Your output is to consist only of the line containing "Instruction: Build a" and the lines after it, through the end of the data, reproduced exactly.
##### Data for review #####
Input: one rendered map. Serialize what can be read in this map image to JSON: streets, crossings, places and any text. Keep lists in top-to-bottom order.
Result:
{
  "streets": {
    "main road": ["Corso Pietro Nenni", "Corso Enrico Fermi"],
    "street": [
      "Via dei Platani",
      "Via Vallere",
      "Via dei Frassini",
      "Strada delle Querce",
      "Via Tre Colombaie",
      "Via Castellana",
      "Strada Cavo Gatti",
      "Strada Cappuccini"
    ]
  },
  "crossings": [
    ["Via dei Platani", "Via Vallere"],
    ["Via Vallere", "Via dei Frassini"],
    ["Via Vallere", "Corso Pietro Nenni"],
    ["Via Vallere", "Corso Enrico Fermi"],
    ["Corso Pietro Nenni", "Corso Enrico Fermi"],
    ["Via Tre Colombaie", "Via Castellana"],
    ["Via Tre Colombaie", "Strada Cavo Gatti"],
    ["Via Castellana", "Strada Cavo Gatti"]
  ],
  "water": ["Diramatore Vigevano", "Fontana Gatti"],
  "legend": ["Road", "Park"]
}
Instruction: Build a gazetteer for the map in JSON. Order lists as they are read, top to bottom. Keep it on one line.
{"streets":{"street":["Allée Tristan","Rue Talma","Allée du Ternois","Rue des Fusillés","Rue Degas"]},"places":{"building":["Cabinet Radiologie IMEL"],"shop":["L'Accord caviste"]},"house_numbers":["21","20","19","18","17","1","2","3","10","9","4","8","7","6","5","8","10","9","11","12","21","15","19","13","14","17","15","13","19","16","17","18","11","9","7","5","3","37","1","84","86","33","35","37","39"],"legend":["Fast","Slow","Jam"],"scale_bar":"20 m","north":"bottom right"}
#####
▶ Result:
Instruction: Build a gazetteer for the map in JSON. Order lists as they are read, top to bottom. Keep it on one line.
{"streets":{"street":["Allée Tristan","Rue Talma","Allée du Ternois","Rue des Fusillés","Rue Degas"]},"places":{"building":["Cabinet Radiologie IMEL"],"shop":["L'Accord caviste"]},"house_numbers":["21","20","19","18","17","1","2","3","10","9","4","8","7","6","5","8","10","9","11","12","21","15","19","13","14","17","15","13","19","16","17","18","11","9","7","5","3","37","1","84","86","33","35","37","39"],"legend":["Fast","Slow","Jam"],"scale_bar":"20 m","north":"bottom right"}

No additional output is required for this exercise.